# Intro to Python and Jupyter

## 1. Quick Jupyter Notebook guide

Use **Arrow keys** to move up and down
***

Use **Enter** to activate cell and **ESC** to deactivate it
***

Use **CTRL+Enter** to execute cell (interpret Markdown or Python code)
***

While cell is deactivated (you are in Command mode) use **M** to turn cell into Markdown or **Y** to switch to Python
___

**a** adds cell above and **b** adds cell below (**ALT+Enter** execute and insert below)
___

Delete cell using **dd**
___

More shortcuts will pop up after pressing **H** (or **CTRL+SHIFT+H**)

---

Interactive command palette - **CTRL+SHIFT+C**

## 2. Markdown guide

[Markdown Cheatsheet](https://github.com/adam-p/markdown-here/wiki/Markdown-Cheatsheet)

## 3. Python intro

### 3.1. IPython

**Getting help**

In [None]:
help(len)

In [None]:
len.__doc__

In [None]:
#IPython extended help function
?len

In [None]:
def square(a):
    """Return the square of a."""
    return a**2

In [None]:
#Access source code
square??

**Magic functions**

In [None]:
#Measure average exec time
%timeit L = [n ** 2 for n in range(1000)]

In [None]:
#Help on magic functions
%magic

In [None]:
%%latex
$$x_i=\sum^N_{i=1}{e^i}$$

**Shell functions**

In [None]:
%pwd

In [None]:
# %cd - change directory
# %ls - list
# %cp - copy e.g. cp file1.csv folder/.
# %mkdir - make directory e.g. mkdir results
# %rm - remove file (or directory) e.g. rm python.py, rm -r folder

In [None]:
!git

In [None]:
!curl --help

### 3.2. ML in Python

#### Python resources
Official tutorial

https://docs.python.org/3/tutorial/

'Think' Series by Allen B. Downey

https://greenteapress.com/wp/think-python-2e/


Free programming books on GoalKicker:

https://goalkicker.com/PythonBook/

Online courses: Datacamp, Coursera, CodeAcademy

**Data Science and ML in Python**

Scikit-learn documentation

https://scikit-learn.org/stable/

Seaborn documentation

https://seaborn.pydata.org/

Python Data Science Handbook

https://jakevdp.github.io/PythonDataScienceHandbook/

Medium platform blogs (e.g. Towards Data Science)
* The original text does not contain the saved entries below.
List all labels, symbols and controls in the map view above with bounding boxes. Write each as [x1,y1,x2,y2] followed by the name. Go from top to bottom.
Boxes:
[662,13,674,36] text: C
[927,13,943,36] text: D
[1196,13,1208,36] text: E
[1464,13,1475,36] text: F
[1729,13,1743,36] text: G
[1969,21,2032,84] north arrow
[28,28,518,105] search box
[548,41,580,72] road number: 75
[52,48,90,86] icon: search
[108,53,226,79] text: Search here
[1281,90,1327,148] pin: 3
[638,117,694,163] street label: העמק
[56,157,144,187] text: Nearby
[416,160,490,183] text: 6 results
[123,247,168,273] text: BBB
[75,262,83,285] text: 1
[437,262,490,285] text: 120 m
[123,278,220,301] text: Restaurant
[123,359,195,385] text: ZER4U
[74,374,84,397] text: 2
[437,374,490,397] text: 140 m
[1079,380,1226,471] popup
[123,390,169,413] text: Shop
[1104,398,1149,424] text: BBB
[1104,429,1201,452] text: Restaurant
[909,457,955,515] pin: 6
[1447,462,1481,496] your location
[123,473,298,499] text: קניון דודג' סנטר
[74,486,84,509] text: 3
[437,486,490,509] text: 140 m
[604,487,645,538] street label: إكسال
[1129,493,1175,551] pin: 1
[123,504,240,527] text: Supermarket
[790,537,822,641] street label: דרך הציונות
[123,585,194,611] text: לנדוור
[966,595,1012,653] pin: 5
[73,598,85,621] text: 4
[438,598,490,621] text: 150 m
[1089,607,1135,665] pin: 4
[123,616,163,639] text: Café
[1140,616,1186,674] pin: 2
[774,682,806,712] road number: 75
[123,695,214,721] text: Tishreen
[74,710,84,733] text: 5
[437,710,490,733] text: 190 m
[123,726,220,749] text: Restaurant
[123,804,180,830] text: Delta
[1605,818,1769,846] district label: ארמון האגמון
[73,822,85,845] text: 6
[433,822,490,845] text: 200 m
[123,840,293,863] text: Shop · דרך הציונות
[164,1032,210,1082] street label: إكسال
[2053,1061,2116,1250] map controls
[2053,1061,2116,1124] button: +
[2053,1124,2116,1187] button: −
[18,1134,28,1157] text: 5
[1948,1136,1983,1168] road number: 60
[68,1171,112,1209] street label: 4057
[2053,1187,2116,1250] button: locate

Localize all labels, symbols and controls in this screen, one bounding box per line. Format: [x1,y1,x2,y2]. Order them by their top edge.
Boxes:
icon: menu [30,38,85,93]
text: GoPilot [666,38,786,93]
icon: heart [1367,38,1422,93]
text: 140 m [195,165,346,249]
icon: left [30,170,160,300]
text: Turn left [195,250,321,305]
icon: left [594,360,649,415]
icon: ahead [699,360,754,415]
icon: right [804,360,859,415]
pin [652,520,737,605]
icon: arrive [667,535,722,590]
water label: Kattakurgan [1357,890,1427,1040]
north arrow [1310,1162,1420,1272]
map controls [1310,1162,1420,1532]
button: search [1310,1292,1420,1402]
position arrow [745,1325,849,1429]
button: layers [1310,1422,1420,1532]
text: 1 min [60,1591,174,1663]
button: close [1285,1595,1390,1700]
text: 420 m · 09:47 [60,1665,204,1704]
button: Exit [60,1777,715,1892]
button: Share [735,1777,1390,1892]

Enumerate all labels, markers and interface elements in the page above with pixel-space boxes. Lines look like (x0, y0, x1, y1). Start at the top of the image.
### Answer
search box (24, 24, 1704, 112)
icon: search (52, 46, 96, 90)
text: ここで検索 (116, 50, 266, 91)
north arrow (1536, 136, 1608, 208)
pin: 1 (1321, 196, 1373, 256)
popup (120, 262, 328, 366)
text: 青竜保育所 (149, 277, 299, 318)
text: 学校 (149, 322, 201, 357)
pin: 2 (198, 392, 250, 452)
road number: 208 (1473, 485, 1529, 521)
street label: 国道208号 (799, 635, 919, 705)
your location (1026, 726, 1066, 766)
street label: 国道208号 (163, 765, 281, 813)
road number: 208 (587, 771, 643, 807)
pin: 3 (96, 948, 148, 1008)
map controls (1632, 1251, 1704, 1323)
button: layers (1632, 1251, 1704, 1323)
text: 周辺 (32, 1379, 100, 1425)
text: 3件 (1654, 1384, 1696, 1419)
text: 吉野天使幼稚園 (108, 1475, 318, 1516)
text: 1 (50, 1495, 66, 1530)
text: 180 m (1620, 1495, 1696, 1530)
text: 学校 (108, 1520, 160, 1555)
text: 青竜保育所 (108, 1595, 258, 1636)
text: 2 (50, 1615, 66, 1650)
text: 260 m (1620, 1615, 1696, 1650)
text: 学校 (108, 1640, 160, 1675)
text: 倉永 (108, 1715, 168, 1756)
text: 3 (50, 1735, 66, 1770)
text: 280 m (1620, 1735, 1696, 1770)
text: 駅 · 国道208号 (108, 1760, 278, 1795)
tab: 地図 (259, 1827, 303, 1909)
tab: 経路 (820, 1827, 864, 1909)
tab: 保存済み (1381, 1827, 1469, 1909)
**Modules for Data Science in Python**

**Numpy** - provides numerical data structures and required utilities (linear algebra tool) https://numpy.org/

**Pandas** - Python DataFrames + reading/writing datasets https://pandas.pydata.org/

**Matplotlib/Seaborn** - plotting, data visualization https://matplotlib.org/

**Scikit-learn** - ML models, evaluation metrics, preprocessing

**'Production' ML project lifecycle (from "ML Engineering" by Andriy Burkov)**
![](./ML_Project_Cycle.PNG)

## Overfitting and dataset splits

Splitting data into training and validation set is done to avoid overfitting and to assess performance in more realistic situation (model will predict outcome on data it has never seen before).

[Related to Bias vs. Variance Tradeoff (Underfitting vs. Overfitting)](https://jakevdp.github.io/PythonDataScienceHandbook/05.03-hyperparameters-and-model-validation.html#The-Bias-variance-trade-off)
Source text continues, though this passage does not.